Ayaz Ul Hassan was comforted outside this afternoon

After retiring to consider his verdict, Mr O’Connor said a number of factors led to the death of Ms Tariq, on 22 March last year.

He said the most significant one appeared to be a concealed haemorrhage, "which despite monitoring of her vital medical signs and viewing her in person by a number of staff", did not become obvious. This led to Ms Tariq losing up to 40% of her blood volume.

Mr O’Connor said that clinical findings in the labour ward had not been fully communicated to theatre staff.

Recording a verdict of medical misadventure, the coroner said he hoped findings and recommendations made in an internal HSE review into the case would be "actively followed and implemented".
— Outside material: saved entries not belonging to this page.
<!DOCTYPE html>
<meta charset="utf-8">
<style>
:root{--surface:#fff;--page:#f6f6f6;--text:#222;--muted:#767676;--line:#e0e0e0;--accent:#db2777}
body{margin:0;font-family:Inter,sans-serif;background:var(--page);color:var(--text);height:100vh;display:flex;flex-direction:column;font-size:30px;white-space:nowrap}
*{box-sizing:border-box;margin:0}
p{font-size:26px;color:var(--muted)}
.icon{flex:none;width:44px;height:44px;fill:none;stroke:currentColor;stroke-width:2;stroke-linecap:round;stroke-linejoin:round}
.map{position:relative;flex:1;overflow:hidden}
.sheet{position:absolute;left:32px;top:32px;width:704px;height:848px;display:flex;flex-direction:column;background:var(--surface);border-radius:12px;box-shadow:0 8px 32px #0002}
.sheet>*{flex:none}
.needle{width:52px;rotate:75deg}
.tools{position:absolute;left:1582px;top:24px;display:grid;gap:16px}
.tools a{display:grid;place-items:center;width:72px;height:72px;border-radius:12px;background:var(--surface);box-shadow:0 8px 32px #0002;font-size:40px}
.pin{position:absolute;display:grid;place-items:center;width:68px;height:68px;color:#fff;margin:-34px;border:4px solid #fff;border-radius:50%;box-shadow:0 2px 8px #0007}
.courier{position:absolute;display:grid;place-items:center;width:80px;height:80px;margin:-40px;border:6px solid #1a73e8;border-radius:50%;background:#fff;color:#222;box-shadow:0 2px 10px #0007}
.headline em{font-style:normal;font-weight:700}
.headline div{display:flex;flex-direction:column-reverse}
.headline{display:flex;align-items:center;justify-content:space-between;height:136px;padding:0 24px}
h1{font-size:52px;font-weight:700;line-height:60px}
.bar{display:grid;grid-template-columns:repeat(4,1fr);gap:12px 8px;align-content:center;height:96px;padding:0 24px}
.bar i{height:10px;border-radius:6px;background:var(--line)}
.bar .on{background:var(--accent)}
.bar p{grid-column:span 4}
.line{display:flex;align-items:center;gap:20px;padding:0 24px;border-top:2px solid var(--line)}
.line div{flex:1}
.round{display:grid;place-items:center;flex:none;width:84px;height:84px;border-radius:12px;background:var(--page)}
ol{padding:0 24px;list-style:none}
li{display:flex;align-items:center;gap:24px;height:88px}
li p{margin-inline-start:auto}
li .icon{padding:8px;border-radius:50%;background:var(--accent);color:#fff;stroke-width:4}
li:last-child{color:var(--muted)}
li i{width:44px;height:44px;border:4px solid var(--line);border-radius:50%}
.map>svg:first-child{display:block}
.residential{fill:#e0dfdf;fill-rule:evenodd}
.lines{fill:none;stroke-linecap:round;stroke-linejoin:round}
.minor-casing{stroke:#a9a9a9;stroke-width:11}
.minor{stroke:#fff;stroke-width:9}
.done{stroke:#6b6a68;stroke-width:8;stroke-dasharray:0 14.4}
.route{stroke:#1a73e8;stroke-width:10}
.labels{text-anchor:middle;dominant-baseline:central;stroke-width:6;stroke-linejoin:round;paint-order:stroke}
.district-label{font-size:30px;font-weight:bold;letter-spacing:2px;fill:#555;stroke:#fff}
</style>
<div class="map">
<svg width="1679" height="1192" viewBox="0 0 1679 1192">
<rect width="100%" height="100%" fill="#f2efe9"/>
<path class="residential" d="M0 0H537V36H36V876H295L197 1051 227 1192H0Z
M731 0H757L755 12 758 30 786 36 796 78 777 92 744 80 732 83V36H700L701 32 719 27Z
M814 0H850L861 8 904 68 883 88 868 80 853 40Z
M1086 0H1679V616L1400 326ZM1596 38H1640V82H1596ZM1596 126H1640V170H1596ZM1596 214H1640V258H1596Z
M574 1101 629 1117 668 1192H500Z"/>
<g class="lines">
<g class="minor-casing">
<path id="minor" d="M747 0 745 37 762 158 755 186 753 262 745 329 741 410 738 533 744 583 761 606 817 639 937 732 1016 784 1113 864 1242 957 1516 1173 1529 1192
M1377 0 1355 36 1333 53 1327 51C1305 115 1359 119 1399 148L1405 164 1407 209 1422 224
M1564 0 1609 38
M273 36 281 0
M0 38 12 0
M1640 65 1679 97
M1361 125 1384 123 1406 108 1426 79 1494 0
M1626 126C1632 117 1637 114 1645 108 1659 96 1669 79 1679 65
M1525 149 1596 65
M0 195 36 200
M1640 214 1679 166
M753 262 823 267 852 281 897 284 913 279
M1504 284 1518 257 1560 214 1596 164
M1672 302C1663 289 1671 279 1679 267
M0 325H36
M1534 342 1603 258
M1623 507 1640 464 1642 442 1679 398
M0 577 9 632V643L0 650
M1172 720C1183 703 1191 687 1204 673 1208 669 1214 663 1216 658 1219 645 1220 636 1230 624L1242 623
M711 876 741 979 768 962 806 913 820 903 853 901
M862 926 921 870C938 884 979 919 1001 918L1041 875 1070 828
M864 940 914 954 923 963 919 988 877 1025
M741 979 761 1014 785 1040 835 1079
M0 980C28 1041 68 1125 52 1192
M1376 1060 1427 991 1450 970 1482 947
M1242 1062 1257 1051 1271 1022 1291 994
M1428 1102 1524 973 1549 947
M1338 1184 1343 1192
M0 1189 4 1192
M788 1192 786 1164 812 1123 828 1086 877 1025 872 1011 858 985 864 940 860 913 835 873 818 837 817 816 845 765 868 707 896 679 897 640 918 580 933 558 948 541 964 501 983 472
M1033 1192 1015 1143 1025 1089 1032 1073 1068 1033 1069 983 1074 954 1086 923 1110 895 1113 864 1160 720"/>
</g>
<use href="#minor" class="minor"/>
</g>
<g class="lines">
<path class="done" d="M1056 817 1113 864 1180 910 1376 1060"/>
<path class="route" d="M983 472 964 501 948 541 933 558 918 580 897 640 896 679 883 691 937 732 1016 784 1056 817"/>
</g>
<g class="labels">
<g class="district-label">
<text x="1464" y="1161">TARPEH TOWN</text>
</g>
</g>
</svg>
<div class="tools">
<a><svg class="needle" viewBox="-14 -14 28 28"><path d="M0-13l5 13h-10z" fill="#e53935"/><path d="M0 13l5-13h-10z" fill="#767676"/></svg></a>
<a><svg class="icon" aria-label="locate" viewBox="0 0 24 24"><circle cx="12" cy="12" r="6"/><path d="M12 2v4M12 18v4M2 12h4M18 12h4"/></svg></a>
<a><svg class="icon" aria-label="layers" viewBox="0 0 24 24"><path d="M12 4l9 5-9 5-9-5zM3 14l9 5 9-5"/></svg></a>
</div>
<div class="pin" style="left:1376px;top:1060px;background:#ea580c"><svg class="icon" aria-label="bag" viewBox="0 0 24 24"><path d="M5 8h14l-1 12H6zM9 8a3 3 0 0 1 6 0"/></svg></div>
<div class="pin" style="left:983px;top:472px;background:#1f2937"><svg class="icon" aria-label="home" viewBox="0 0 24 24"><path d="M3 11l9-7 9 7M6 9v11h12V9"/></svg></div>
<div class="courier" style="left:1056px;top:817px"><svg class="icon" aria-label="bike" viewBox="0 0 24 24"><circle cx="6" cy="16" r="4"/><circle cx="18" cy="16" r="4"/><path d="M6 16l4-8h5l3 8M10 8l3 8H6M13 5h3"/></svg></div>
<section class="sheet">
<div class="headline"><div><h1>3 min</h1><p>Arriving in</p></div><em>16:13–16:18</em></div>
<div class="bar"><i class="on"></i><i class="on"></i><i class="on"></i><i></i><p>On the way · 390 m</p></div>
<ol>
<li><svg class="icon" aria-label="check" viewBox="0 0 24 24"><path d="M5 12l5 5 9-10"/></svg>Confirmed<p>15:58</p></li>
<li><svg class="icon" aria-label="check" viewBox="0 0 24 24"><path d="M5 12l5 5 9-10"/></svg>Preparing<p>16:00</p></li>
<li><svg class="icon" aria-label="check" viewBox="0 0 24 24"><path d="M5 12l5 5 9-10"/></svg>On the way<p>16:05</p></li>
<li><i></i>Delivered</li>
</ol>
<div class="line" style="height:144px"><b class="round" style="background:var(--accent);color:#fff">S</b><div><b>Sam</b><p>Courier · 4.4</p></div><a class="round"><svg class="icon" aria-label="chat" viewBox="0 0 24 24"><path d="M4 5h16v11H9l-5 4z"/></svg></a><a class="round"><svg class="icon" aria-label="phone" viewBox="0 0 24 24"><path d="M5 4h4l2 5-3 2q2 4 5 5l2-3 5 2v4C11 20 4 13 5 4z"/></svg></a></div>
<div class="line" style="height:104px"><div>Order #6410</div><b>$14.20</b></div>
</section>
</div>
A statement read to the inquest on behalf of the hospital, expressed sincere condolences to Ms Tariq’s husband, daughter and family, following her "tragic and untimely death".

Mayo University Hospital has apologised unreservedly for any failings or shortfalls in the standard of care provided, including poor communication updates during the time Ms Tariq was in theatre.

Mr Halpin said every issue that arose in relation to standard of care was being addressed by the hospital.

Afterwards, Mr Verbruggen said it was clear that protocols for managing postpartum haemorrhage had not been followed and basic measures were not taken soon enough, or at all. He said this resulted in a delay in recognising Ms Tariq’s deterioration from massive blood loss.

Mr Ul Hassan was comforted by relatives outside the court.